First New U.S. Waste-to-Energy Plant in 20 Years to Open in Florida

Waste-to-energy plants, or incinerators, are classified as renewable power plants by the EPA. A controversial Baltimore plant is under construction as well. More common in Europe, they may be catching on stateside due to low recycling rates.

3 minute read

January 13, 2015, 8:00 AM PST

By Irvin Dawid

"With landfills shunned, recycling programs stalled and the country’s record-setting trash output unyielding, new waste-to-energy plants are being eyed as a path to salvation," writes Timothy Williams of The New York Times.

Waste-to-energy is a broad term that, in addition to incineration, the topic of this article, can refer to "gasification, pyrolization, anaerobic digestion, and landfill gas (LFG) recovery," according to the Environmental Protection Agency (EPA).

Williams paints a dire picture of the state of recycling in the United States that many in the zero-waste movement particularly in Minneapolis and San Francisco, would undoubtedly dispute.
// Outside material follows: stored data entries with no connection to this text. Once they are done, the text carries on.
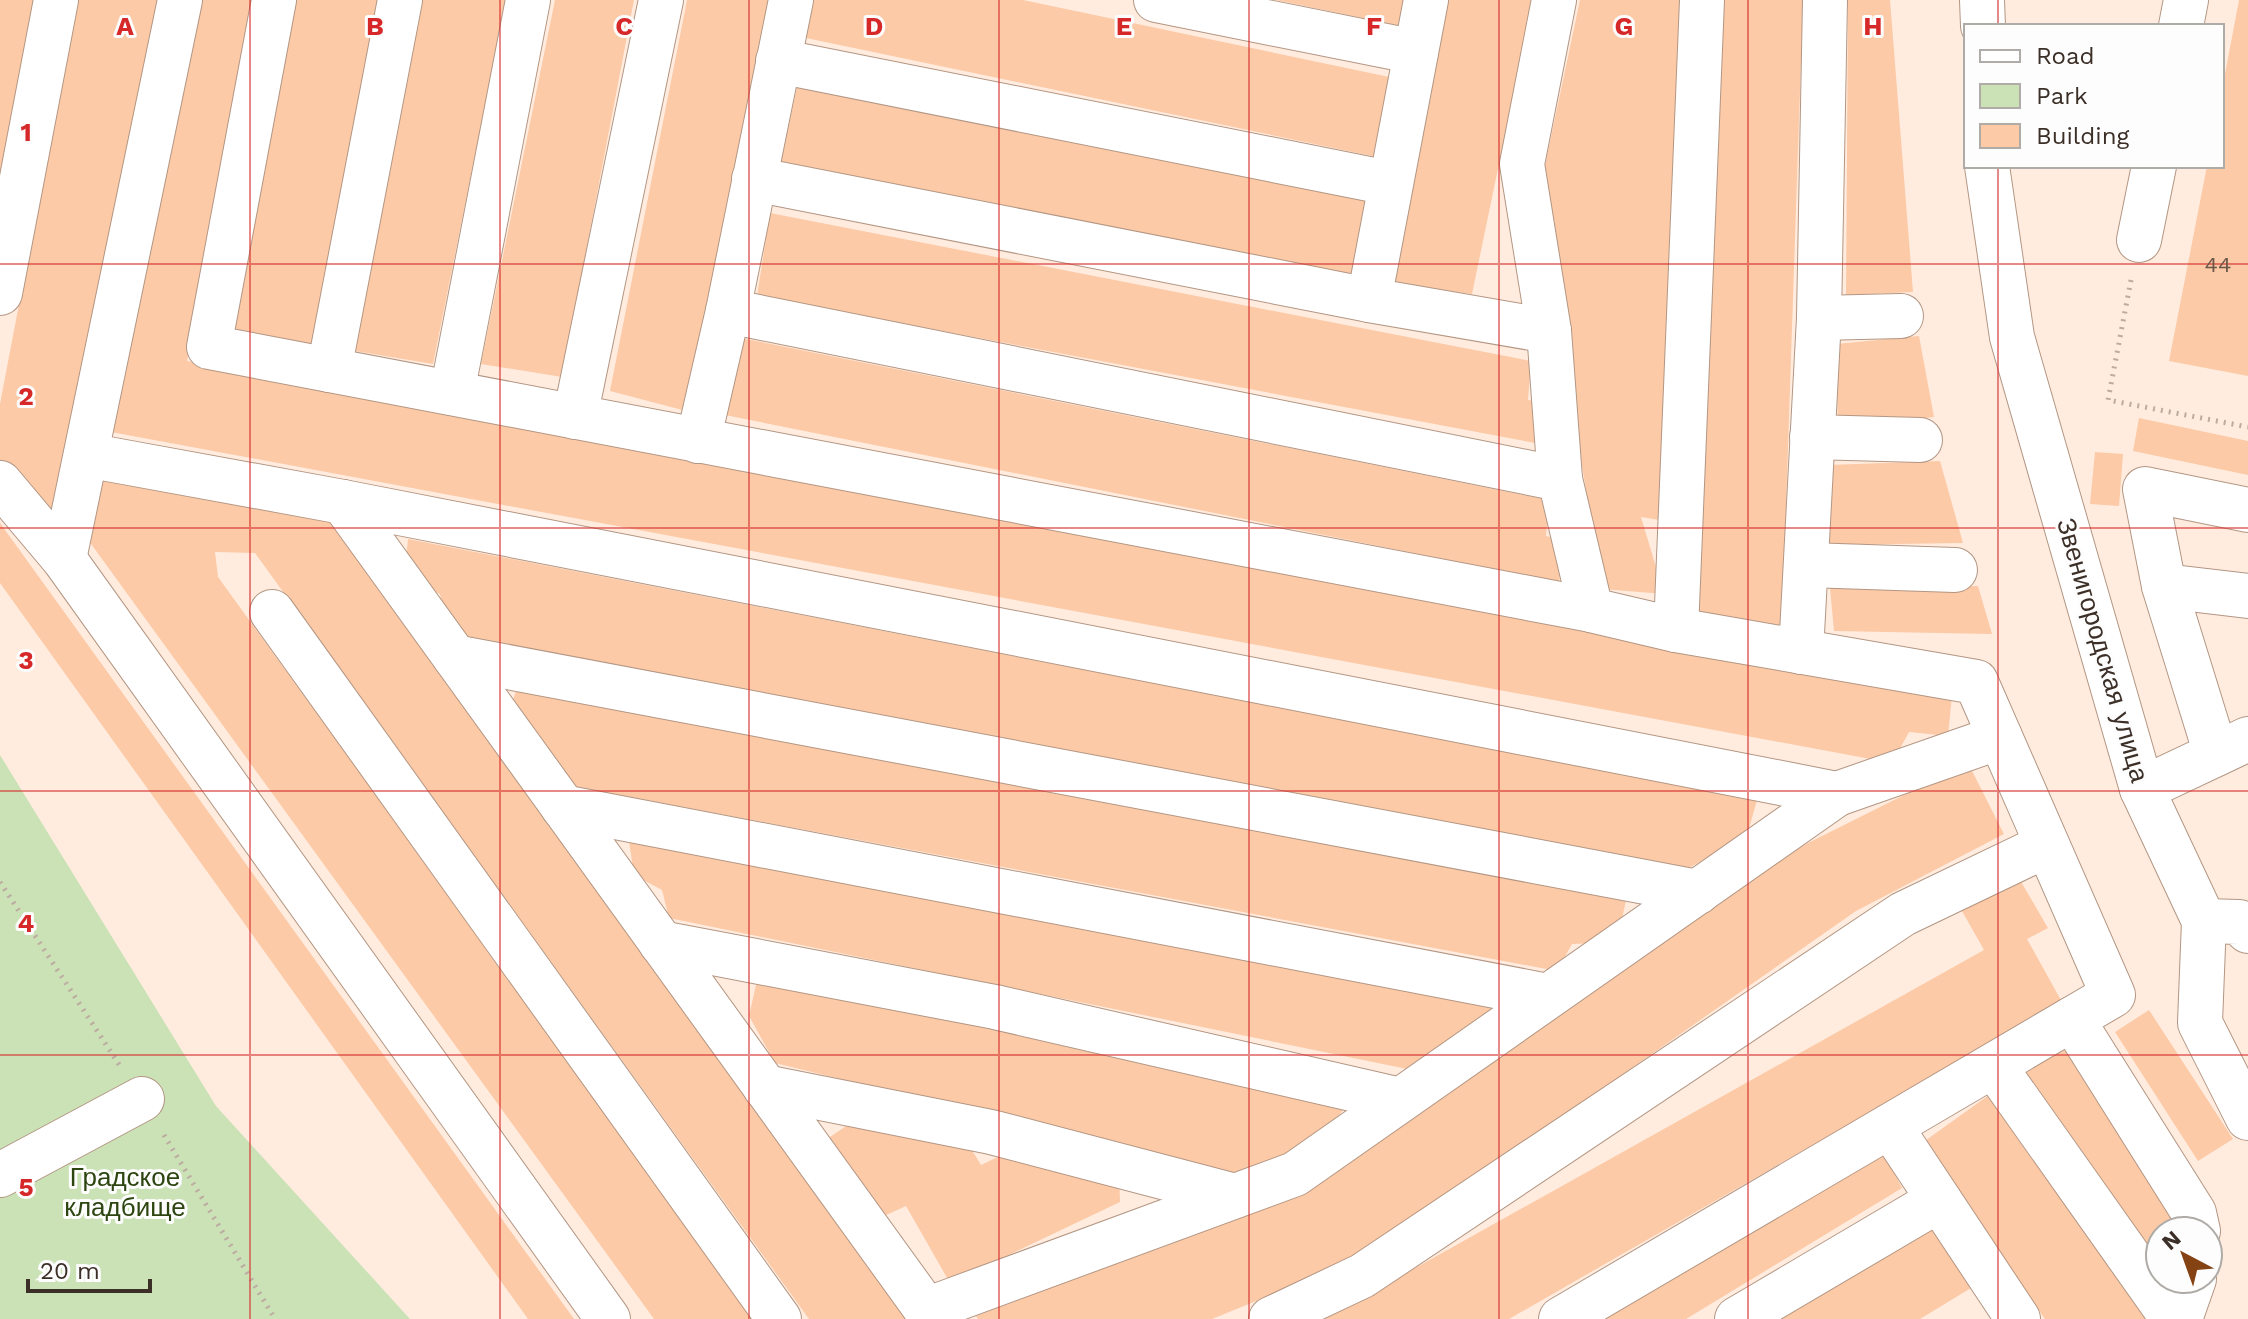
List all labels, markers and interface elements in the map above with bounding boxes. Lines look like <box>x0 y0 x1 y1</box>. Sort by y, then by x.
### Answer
text: A <box>116 11 134 41</box>
text: B <box>366 11 384 41</box>
text: C <box>615 11 633 41</box>
text: D <box>865 11 883 41</box>
text: E <box>1116 11 1132 41</box>
text: F <box>1366 11 1382 41</box>
text: G <box>1615 11 1633 41</box>
text: H <box>1863 11 1883 41</box>
legend <box>1964 24 2224 168</box>
text: Road <box>2036 42 2095 70</box>
text: Park <box>2036 82 2088 110</box>
text: 1 <box>20 117 32 147</box>
text: Building <box>2036 122 2129 150</box>
house number: 44 <box>2205 252 2231 277</box>
text: 2 <box>18 381 34 411</box>
street label: Звенигородская улица <box>2051 515 2155 786</box>
text: 3 <box>18 645 34 675</box>
text: 4 <box>18 908 35 938</box>
park label: Градское кладбище <box>64 1162 186 1222</box>
text: 5 <box>18 1172 34 1202</box>
north arrow <box>2144 1215 2224 1295</box>
text: N <box>2157 1225 2186 1255</box>
scale bar <box>28 1243 150 1293</box>
text: 20 m <box>40 1257 100 1285</box>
Americans produce 4.4 pounds of trash per person per day, the most in the world, and the talk of returning to incineration, industry experts say, is an acknowledgment of defeat in the effort to reduce output and step up recycling.

The need to burn trash, say supporters, is underlined in the data: Recycling rates [PDF] have barely budged over the past decade — the current level for recycling and composting is about 34 percent, according to the E.P.A.
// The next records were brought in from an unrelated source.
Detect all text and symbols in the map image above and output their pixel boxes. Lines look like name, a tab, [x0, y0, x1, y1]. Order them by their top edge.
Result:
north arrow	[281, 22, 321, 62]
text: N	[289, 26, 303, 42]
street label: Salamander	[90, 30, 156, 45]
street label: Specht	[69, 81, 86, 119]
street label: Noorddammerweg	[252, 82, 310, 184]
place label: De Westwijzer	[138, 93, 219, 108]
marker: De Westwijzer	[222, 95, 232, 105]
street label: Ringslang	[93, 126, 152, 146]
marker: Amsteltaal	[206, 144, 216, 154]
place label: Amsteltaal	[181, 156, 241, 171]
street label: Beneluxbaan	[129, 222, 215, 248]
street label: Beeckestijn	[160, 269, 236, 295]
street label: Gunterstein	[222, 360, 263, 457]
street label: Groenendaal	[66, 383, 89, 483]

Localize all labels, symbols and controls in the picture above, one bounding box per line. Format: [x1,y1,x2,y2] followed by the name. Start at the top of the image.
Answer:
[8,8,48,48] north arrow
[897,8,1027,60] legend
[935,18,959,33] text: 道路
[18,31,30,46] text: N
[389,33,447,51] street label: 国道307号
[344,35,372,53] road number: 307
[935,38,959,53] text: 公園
The problem, say environmental groups who oppose them, is that "although cleaner than the incinerators of the past, waste-to-energy plants still emit mercury, lead, dioxins and a variety of other toxic substances," writes Williams, although European plants may be an exception (see below).
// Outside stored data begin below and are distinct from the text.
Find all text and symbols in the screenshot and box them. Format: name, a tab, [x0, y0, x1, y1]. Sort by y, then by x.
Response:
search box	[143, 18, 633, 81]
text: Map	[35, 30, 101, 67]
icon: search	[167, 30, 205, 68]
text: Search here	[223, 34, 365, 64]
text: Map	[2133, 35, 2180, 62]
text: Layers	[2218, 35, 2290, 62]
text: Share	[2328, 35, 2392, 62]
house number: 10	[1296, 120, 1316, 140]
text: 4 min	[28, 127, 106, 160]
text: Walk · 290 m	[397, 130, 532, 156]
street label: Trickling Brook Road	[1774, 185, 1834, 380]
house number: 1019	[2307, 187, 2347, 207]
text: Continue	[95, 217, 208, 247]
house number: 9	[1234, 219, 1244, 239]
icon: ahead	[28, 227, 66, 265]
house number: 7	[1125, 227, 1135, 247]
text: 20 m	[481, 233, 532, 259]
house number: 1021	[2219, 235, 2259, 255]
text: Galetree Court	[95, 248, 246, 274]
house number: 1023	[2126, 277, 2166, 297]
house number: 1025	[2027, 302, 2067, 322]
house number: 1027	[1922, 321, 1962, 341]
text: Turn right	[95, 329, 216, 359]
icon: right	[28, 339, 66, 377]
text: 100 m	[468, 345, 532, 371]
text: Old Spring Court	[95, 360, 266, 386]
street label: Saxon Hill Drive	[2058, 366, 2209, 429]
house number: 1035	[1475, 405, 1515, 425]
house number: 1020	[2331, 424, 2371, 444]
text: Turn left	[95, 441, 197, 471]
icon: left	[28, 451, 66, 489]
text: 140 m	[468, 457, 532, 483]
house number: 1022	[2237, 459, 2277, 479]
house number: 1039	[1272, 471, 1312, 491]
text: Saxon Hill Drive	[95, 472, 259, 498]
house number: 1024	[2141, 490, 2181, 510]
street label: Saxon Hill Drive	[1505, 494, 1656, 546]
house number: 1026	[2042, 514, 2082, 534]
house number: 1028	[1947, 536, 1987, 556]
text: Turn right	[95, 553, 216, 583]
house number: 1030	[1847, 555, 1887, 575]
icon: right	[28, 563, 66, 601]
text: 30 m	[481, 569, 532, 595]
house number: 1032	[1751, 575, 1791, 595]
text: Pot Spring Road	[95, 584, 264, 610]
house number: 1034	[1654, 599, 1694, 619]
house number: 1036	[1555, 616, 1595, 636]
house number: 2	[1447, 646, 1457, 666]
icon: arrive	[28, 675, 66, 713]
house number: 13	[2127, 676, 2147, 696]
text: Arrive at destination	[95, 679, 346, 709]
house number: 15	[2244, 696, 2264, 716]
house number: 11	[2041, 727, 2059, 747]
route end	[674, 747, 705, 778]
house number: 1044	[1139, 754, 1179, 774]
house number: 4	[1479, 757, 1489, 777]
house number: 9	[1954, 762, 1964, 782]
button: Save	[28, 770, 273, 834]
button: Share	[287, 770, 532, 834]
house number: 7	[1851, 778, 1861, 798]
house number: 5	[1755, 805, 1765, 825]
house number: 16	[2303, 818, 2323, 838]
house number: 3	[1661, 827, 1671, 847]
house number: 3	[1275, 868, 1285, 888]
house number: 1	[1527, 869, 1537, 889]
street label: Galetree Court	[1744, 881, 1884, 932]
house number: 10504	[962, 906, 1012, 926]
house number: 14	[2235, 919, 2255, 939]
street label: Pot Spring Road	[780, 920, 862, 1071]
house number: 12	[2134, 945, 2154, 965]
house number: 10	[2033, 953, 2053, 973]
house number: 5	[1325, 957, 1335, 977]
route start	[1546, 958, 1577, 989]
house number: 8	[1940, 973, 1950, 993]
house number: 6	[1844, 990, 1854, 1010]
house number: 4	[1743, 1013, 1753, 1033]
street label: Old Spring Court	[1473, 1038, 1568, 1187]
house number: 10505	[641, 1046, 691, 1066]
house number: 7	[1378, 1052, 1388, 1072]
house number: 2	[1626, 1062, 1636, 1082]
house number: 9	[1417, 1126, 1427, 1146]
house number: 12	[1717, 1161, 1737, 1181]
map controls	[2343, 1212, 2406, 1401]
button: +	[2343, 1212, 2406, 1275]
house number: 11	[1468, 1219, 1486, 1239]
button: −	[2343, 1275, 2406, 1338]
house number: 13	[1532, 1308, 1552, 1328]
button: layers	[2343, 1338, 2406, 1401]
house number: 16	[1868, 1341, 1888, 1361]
Williams writes about two plants in particular: A new plant, the first new waste-to-energy incinerator to be built in the U.S. for 20 years, that will soon open in West Palm Beach, Fla., and a proposed plant in the "already highly toxic neighborhood, Curtis Bay" in Baltimore, Maryland, where organizers are fighting it, suggesting that environmental justice is an issue. [See NYT video].

Not all are fighting the Baltimore plant though. "Andy Dize, president of the Community of Curtis Bay Association, said the plant would be a clear boon to the neighborhood, given the agreement (to pay a fine directly to the community if emission standards were exceeded) and the promised jobs," writes Williams.

Taking issue with Williams on the state of recycling and push for waste-to-energy incinerators is Steven Cohen, Executive Director, Columbia University's Earth Institute, who writes in The Huffington Post:

This reporting is slanted; the EPA chart [PDF] Mr. Williams cites indicates that recycling rates have not "lagged" but that the dramatic increase in rates we saw earlier has been replaced by a slow and steady increase in recycling.

Waste-to-energy is part of a comprehensive waste management system. It is not an alternative to recycling, or anaerobic digestion, but one element of a strategy to find better (not perfect) end uses for the wastes of human consumption.

On that last point, the Danes would agree. In a comprehensive 2010 New York Times piece by Elizabeth Rosenthal (posted here), she writes, "Many countries that are expanding waste-to-energy capacity, like Denmark and Germany, typically also have the highest recycling rates; only the material that cannot be recycled is burned."

However, according to Rosenthal, toxic emissions from these state-of-the-art incinerators are minimal and are clearly a net plus for the environment.

Their use has not only reduced the country’s energy costs and reliance on oil and gas, but also benefited the environment, diminishing the use of landfills and cutting carbon dioxide emissions. The plants run so cleanly that many times more dioxin is now released from home fireplaces and backyard barbecues than from incineration.